— Collection entries —
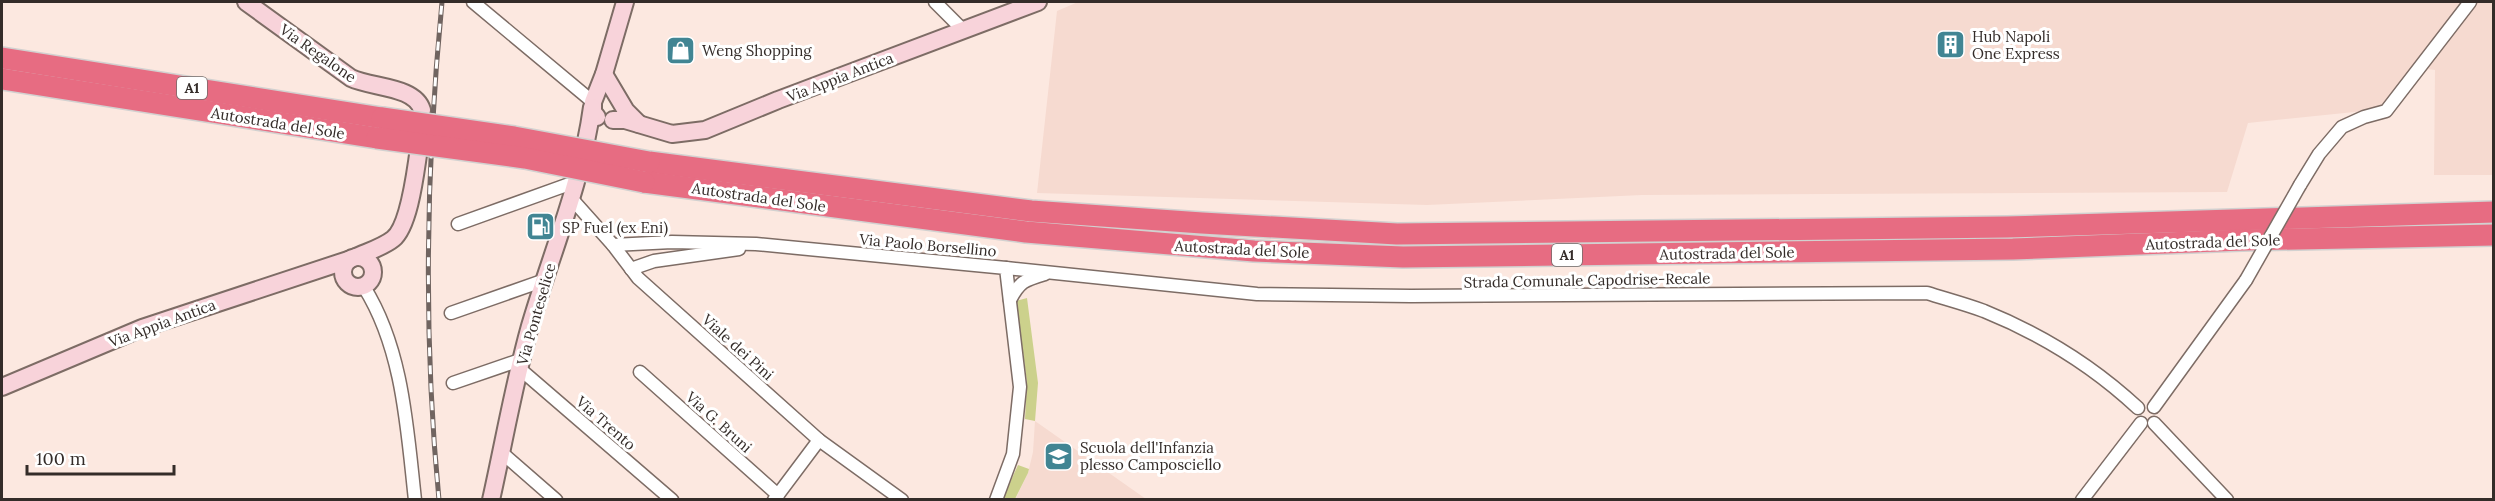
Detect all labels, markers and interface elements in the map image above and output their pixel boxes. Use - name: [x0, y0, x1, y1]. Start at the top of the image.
- street label: Via Regalone: [275, 19, 360, 86]
- place label: Hub Napoli One Express: [1972, 27, 2060, 63]
- building icon: Hub Napoli One Express: [1935, 29, 1967, 61]
- shop icon: Weng Shopping: [665, 34, 697, 66]
- place label: Weng Shopping: [702, 41, 812, 60]
- street label: Via Appia Antica: [783, 48, 896, 106]
- road number: A1: [177, 77, 207, 99]
- street label: Autostrada del Sole: [209, 103, 346, 143]
- street label: Autostrada del Sole: [690, 178, 827, 216]
- fuel station icon: SP Fuel (ex Eni): [525, 211, 557, 243]
- place label: SP Fuel (ex Eni): [562, 218, 668, 238]
- street label: Via Paolo Borsellino: [858, 229, 998, 260]
- street label: Autostrada del Sole: [2144, 230, 2281, 254]
- street label: Autostrada del Sole: [1173, 236, 1310, 262]
- street label: Autostrada del Sole: [1658, 242, 1795, 264]
- road number: A1: [1552, 244, 1582, 266]
- street label: Via Ponteselice: [512, 261, 560, 368]
- street label: Strada Comunale Capodrise-Recale: [1463, 268, 1711, 292]
- street label: Via Appia Antica: [105, 295, 218, 352]
- street label: Viale dei Pini: [698, 309, 778, 384]
- street label: Via G. Bruni: [681, 387, 756, 457]
- street label: Via Trento: [571, 391, 640, 454]
- scale bar: [27, 438, 174, 476]
- place label: Scuola dell'Infanzia plesso Camposciello: [1080, 438, 1222, 474]
- school or university icon: Scuola dell'Infanzia plesso Camposciello: [1043, 440, 1075, 472]
- text: 100 m: [36, 447, 86, 470]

— WHAT THE TASK ASKS —
Pick every line of the data that includes the string "Infanzia".

— THE ANSWER —
- place label: Scuola dell'Infanzia plesso Camposciello: [1080, 438, 1222, 474]
- school or university icon: Scuola dell'Infanzia plesso Camposciello: [1043, 440, 1075, 472]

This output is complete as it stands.